Bab 67 - Lily Putih

Romance Completed 141212

Tidak ada hal yang bisa memenangkan perasaan Arkan, duduk di meja dan menikmati segelas wine di malam yang dingin tanpa kehangatan atau pelukan. Arkan hanya terpaku menatap lembaran kertas di depannya. Masih enggan untuk memejamkan mata.

Mengabaikan sesaat masalah yang tengah menimpanya, meski perasaan rindu teramat sangat menyiksa. Sayangnya, Arkan belum bisa untuk menemui Sashi. Perasaan sayang yang tumbuh seiring waktu, begitu sulit untuk dilepas. Ketakutan jika Sashi menjadi milik orang lain, sulit untuk diabaikan. Tapi kali ini, Arkan butuh waktu untuk berpikir, langkah apa yang harus dia lakukan selanjutnya?
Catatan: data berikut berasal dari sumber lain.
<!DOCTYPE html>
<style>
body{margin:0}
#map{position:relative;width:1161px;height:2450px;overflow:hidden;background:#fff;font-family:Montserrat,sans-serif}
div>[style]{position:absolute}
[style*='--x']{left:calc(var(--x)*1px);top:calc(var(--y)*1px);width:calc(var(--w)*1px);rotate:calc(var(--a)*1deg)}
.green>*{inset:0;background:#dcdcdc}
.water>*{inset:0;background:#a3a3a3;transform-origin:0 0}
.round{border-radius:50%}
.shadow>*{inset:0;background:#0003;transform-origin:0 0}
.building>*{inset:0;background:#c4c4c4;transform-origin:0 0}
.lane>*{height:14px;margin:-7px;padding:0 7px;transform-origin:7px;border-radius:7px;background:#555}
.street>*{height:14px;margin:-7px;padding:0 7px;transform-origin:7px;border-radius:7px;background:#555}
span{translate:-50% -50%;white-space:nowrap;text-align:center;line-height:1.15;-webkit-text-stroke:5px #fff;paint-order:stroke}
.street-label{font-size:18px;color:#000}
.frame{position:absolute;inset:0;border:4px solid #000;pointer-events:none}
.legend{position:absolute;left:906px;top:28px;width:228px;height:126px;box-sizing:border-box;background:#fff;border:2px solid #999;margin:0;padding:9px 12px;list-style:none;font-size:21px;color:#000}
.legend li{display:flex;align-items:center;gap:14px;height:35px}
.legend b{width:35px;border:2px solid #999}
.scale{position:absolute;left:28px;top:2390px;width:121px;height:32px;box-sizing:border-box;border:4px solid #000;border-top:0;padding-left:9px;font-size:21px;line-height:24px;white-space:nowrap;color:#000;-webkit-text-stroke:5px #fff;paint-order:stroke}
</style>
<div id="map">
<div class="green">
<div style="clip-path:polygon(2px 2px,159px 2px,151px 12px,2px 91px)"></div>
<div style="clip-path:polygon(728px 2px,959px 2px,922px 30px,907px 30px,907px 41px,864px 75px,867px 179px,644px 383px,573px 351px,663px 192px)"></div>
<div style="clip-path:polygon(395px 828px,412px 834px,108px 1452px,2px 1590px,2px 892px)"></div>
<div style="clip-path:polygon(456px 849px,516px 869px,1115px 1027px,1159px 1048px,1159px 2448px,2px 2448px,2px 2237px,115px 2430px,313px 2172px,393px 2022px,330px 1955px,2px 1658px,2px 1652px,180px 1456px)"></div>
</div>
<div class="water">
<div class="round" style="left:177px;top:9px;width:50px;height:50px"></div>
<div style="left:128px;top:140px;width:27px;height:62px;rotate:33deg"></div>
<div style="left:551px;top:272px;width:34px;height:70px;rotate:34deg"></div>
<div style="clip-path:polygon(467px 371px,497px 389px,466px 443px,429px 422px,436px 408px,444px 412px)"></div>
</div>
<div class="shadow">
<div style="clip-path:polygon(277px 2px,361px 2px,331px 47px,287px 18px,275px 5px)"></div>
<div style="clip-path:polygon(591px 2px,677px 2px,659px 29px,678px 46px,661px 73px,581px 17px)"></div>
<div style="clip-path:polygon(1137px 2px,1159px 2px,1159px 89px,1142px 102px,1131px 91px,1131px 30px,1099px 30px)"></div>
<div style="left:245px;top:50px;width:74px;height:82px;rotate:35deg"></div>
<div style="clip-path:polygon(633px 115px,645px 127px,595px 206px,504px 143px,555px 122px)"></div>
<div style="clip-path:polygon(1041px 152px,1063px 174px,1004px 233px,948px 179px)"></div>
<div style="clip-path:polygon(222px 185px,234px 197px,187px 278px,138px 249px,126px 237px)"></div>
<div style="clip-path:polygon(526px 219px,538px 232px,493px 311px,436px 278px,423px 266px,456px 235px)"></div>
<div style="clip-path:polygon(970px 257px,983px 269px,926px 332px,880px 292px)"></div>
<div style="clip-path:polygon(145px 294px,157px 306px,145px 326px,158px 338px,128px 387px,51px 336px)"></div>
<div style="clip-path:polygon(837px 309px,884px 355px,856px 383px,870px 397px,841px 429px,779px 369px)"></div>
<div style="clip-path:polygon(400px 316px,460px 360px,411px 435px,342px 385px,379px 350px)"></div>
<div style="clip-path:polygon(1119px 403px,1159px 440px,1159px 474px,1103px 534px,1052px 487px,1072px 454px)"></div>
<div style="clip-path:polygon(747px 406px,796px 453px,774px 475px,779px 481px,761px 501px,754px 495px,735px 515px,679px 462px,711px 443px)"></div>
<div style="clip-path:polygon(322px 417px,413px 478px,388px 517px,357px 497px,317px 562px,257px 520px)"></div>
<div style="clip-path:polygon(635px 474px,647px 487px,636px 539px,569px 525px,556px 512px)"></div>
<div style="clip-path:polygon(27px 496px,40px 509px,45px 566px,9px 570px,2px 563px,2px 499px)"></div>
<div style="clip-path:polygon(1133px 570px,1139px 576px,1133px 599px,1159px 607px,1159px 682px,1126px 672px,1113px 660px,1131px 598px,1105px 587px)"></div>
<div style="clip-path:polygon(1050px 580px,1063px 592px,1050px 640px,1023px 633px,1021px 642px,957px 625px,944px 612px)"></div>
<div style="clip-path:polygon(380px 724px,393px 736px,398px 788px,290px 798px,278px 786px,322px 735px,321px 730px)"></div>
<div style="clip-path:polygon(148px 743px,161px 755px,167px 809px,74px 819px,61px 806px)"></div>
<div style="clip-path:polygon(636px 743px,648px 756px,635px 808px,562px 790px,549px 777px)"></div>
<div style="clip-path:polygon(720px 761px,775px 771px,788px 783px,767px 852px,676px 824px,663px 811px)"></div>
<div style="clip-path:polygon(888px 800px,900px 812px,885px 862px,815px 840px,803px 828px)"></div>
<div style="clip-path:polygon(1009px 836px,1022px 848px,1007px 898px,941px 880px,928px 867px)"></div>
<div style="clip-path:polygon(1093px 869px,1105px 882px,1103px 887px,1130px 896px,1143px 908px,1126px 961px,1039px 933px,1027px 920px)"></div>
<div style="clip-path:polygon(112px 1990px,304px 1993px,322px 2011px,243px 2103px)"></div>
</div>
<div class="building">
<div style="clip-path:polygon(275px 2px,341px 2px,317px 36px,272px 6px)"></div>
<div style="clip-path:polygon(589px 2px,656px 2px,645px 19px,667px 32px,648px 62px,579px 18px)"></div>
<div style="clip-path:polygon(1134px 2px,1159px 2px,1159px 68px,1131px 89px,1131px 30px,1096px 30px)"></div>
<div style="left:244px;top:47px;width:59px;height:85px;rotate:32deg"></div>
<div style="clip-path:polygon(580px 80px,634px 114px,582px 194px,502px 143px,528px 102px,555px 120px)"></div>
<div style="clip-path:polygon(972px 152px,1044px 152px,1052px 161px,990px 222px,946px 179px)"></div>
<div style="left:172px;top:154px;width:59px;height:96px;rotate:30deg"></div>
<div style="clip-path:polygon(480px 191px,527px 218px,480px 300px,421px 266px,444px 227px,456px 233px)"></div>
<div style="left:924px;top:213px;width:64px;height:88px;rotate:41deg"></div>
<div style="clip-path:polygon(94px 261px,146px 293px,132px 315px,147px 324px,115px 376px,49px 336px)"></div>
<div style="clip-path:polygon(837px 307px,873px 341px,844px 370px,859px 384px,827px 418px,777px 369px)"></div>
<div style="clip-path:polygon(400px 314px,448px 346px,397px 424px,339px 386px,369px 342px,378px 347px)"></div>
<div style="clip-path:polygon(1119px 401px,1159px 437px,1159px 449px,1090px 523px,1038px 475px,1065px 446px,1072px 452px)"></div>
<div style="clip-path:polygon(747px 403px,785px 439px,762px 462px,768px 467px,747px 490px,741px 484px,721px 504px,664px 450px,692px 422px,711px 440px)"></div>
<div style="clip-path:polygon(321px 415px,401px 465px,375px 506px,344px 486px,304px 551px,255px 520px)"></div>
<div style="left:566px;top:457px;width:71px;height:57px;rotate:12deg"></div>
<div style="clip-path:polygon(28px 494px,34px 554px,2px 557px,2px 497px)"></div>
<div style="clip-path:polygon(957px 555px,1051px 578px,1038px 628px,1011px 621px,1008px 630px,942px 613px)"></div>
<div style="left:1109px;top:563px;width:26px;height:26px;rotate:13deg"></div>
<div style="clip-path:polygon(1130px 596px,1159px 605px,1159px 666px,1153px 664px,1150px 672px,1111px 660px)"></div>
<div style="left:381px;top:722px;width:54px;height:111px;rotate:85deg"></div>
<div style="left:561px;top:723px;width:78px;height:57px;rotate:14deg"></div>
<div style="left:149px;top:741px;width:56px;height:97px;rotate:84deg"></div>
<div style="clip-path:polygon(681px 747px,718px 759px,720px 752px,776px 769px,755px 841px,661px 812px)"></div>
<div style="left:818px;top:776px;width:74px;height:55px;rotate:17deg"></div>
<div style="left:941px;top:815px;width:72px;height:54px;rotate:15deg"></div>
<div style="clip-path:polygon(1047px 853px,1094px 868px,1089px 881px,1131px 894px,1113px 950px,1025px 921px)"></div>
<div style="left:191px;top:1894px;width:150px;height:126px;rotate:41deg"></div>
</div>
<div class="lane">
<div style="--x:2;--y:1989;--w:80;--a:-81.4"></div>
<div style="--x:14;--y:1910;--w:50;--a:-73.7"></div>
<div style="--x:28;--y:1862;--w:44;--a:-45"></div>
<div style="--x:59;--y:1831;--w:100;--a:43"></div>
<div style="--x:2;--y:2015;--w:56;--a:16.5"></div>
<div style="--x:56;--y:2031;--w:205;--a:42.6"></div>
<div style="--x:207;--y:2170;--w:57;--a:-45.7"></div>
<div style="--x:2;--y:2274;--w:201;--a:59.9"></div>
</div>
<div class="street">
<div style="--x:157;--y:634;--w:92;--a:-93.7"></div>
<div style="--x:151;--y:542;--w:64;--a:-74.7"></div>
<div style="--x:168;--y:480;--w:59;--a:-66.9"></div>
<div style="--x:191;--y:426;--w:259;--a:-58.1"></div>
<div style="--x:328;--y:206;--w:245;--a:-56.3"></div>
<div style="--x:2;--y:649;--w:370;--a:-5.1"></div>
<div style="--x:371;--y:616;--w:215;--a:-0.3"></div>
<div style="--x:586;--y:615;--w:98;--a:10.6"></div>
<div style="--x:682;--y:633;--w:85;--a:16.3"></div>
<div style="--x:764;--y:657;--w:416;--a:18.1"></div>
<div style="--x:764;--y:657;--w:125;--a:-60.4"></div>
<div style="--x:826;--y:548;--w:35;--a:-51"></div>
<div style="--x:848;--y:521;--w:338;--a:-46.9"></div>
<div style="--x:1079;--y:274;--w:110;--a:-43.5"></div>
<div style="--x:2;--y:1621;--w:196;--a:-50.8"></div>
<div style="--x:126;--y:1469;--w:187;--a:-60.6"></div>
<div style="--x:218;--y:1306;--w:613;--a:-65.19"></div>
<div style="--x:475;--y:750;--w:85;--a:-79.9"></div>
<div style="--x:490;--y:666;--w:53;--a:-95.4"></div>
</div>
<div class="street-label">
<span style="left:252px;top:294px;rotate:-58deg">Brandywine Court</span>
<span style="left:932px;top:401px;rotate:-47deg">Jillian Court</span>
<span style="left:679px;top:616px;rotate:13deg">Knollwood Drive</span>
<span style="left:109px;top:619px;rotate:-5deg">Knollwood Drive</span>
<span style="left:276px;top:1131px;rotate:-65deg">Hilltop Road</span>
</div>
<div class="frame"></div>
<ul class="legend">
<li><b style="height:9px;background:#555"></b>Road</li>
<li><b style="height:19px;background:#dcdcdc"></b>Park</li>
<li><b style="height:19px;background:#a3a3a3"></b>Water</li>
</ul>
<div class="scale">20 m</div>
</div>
Di tengah kemelut masalah yang memenuhi isi kepalanya, dering ponselnya tiba-tiba berbunyi. Sebuah pesan dari mamanya. Arkan tidak bermaksud untuk membaca, karena dia tahu, kalau mamanya hanya ingin Arkan menjelaskan apa yang terjadi sampai dia memukul Andrew hingga adiknya masuk rumah sakit.

Arkan membuat kekacauan di rumah orang tuanya dan pergi sebelum orang tuanya datang menginterogasi. Hingga sampai sekarang, puluhan telepon dan pesan masuk baik dari mama dan papanya terus berdatangan. Beberapa pesan, bahkan menanyakan di mana dia. Mungkin, Sashi yang masih di rumah sakit dan dia yang berada di apartemen, rumahnya menjadi kosong.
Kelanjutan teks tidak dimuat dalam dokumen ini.